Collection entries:

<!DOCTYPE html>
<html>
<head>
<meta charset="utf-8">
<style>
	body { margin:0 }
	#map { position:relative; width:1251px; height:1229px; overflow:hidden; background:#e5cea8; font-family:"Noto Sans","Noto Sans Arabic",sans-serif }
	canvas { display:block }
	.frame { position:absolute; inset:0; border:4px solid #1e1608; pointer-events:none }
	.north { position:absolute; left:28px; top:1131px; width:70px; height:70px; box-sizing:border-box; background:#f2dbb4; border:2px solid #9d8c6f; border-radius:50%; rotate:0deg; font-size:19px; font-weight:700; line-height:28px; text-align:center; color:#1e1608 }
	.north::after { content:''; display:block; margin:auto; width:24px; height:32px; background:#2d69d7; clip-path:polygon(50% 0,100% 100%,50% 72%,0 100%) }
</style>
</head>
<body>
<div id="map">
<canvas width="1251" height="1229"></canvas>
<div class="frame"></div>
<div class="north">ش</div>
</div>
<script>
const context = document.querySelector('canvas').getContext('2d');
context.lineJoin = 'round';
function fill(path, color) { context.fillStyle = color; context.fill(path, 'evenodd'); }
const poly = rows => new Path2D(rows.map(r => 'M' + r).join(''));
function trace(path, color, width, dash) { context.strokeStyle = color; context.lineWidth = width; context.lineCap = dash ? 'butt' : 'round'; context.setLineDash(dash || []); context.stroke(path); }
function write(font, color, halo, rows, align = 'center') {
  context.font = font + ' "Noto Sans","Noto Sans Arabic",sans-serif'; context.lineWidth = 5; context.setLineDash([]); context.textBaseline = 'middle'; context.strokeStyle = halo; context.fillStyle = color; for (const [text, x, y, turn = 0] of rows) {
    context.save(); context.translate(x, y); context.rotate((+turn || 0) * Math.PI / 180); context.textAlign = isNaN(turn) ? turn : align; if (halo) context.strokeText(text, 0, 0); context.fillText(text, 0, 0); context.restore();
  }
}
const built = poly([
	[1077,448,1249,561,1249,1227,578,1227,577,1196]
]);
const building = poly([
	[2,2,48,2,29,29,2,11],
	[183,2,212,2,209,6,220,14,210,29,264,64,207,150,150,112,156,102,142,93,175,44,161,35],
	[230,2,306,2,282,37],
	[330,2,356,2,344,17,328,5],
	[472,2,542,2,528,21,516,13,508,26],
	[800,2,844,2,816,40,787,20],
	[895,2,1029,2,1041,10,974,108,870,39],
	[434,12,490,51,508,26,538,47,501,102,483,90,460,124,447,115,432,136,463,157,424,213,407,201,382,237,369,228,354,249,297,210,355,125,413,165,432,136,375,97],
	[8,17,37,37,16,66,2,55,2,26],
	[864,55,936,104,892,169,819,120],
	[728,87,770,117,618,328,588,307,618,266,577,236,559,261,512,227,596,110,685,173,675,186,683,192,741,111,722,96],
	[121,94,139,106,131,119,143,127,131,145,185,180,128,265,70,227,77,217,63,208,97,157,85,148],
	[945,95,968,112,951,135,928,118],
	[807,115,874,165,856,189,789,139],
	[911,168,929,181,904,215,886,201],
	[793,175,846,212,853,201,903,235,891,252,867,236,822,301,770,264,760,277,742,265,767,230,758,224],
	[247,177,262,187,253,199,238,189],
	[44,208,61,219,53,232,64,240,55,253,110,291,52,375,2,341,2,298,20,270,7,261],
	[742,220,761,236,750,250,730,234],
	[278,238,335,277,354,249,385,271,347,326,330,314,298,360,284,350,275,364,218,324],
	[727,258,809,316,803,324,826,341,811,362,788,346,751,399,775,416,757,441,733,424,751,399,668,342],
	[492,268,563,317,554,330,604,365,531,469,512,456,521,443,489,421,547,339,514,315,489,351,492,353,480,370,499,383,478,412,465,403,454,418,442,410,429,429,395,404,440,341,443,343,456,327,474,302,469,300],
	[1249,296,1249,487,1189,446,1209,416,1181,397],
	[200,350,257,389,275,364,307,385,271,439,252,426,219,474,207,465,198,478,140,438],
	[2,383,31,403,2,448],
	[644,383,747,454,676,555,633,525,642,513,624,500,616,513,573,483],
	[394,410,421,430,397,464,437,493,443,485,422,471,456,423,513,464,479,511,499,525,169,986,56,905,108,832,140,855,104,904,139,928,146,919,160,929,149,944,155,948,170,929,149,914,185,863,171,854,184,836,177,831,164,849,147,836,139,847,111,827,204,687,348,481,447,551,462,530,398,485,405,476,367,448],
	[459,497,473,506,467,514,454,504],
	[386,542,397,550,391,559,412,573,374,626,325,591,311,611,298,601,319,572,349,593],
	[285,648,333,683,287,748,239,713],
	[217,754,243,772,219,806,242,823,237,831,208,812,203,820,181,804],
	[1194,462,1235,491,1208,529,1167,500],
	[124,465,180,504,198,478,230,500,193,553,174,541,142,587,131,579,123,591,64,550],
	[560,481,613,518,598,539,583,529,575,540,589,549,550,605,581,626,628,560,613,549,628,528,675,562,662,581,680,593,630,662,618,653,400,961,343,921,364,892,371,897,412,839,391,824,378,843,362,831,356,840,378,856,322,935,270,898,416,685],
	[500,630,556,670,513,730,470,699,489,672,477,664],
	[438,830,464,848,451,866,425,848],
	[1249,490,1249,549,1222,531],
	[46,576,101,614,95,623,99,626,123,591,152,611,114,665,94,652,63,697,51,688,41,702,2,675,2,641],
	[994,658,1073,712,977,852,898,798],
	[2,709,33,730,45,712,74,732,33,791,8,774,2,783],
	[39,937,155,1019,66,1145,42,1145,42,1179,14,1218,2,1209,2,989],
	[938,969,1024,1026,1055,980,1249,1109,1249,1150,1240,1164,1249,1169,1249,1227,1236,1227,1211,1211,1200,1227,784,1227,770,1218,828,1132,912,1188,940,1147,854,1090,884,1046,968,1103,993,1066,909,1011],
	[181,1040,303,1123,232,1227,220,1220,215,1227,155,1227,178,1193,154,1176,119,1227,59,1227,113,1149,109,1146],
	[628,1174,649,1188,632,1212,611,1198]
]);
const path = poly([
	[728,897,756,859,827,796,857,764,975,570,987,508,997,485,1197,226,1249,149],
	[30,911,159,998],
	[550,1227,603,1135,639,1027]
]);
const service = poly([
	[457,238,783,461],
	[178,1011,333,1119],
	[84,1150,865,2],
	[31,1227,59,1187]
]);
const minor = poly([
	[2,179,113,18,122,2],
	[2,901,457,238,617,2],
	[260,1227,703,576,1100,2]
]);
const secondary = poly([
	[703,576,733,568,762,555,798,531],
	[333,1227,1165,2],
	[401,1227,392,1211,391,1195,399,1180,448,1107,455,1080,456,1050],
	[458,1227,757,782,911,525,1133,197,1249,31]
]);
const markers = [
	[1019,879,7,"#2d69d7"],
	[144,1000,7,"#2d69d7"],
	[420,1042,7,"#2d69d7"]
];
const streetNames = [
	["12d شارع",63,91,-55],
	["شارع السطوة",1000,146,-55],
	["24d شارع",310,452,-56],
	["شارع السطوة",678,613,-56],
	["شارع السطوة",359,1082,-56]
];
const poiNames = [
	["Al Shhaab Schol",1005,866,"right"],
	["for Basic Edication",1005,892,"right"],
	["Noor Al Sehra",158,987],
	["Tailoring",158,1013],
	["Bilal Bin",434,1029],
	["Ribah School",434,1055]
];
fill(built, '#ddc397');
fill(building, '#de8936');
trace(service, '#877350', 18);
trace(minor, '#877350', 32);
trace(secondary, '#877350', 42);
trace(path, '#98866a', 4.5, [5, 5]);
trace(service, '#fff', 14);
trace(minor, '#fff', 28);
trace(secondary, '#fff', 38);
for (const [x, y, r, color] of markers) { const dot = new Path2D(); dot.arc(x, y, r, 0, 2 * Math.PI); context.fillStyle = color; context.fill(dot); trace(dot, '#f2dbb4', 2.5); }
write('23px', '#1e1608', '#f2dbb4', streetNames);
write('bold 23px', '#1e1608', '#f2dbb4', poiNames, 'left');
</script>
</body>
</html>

TASK DIRECTIONS ▸ Scan the data above for the string "canvas". Copy every line in which it appears.

ANSWER FOR THE TASK ▸
	canvas { display:block }
<canvas width="1251" height="1229"></canvas>
const context = document.querySelector('canvas').getContext('2d');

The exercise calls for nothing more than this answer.